Daren, what do you think of this idea. If I hooked up a winch to my trailer, put a couple logs on the side to make a ramp and a couple shorter ramps inside the trailer, have some 2+s laying across the trailer to keep a gap to remove the cable and then just stayed away from the trailer as they rolled inside of it?


----------



## Daren

firefighteremt153 said:


> Daren, what do you think of this idea.


It's your trailer . Just be careful.


----------



## Daren

This little buggy is what I fetch one or 2 with. (95% of my logs are delivered) If I have a bunch I load up the skidsteer. For one or 2 in a yard this works good, it's an old propane tank hauler I found in the weeds and welded the lifting arch on.
A winch hooks on the tongue. The cable goes up over the arch (roller on the top of the arch) and hooks to the end of the log. The winch picks the end of the log up onto the back of the buggy. I unhook the cable and rehook it to just drag them straight on. There is a roller on the back of the buggy floor too to help them move. The cedars in the picture are 22"X10' (if I remember right)


----------



## dirtclod

Daren, I'm no expert. But please allow me to to expand on the parbuckling concept. 

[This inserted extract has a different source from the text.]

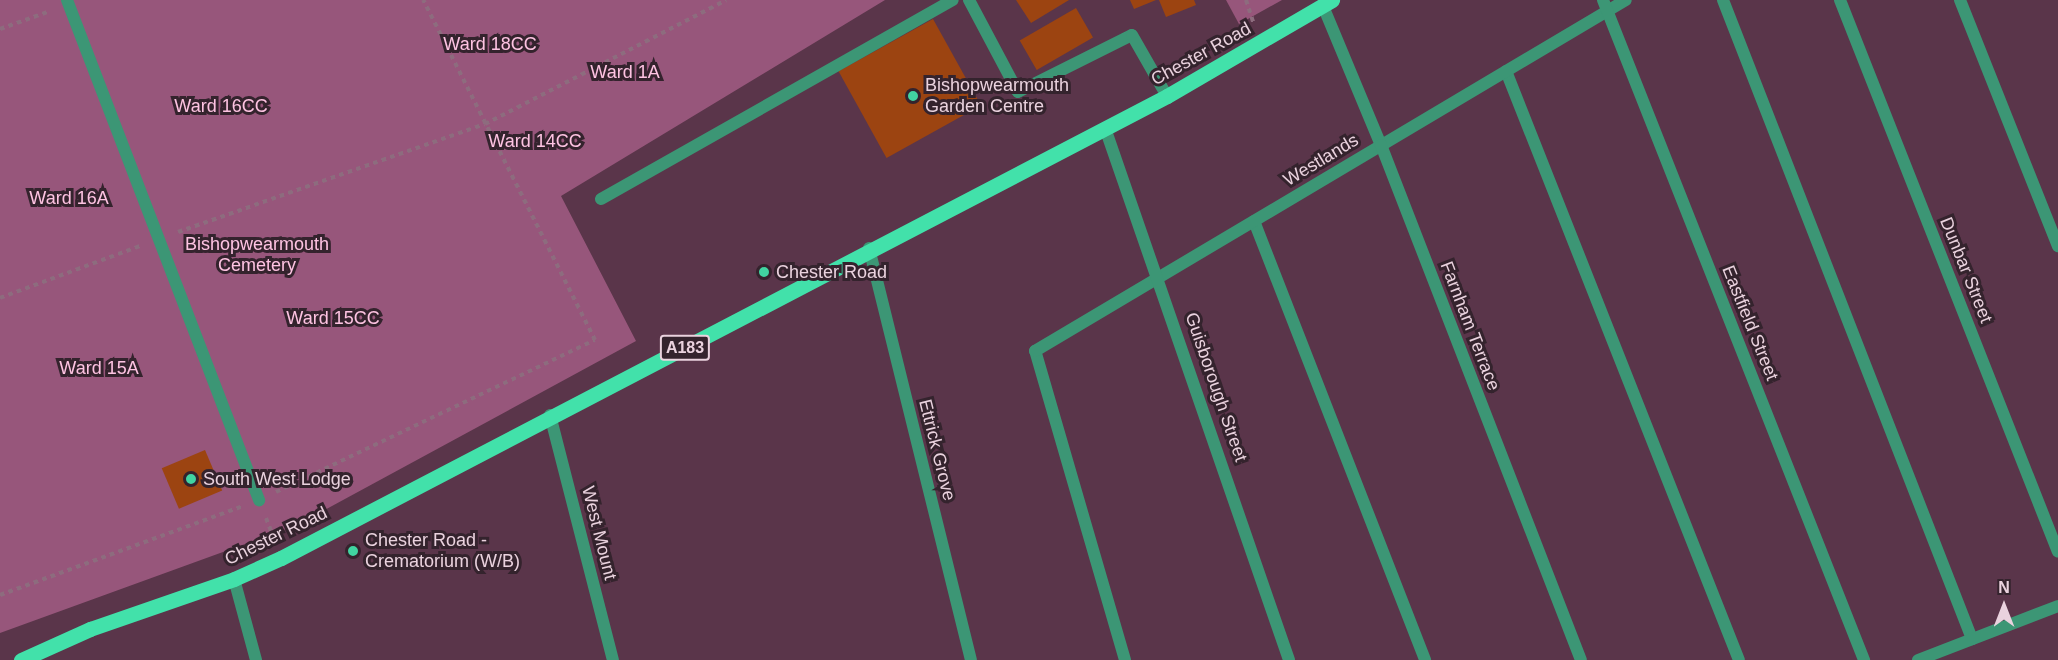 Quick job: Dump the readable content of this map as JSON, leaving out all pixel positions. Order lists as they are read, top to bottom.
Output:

> Quick definitions (*parbuckle*)
> 
> 
> (_n._) A double sling made of a single rope, for slinging a cask, gun, etc.
> (_n._) A kind of purchase for hoisting or lowering a cylindrical burden, as a cask. The middle of a long rope is made fast aloft, and both parts are looped around the object, which rests in the loops, and rolls in them as the ends are hauled up or payed out.
> (_v. t._) To hoist or lower by means of a parbuckle.
> 
> (This definition is from the 1913 Webster's Dictionary and may be outdated.)


I couldn't upload my poor drawings (they were too big) so I'll do my best to clarify. The cable that goes from the truck through the snatch block *should terminate near the top of the log*. 

A second cable or chain is attached to the trailer on both corners on the opposite side of the trailer from the log. Grab the chain in the middle and pull the slack across the top of the trailer, down the ramp(s), under the log (roughly at its mid point). and up to the top of the log. There should be enough slack to reach this point* and no more*. This chain forms a 2-point sling that will stablize the log while it's being hoisted. The cable from the snatch block is then connected to the chain at the top of the log.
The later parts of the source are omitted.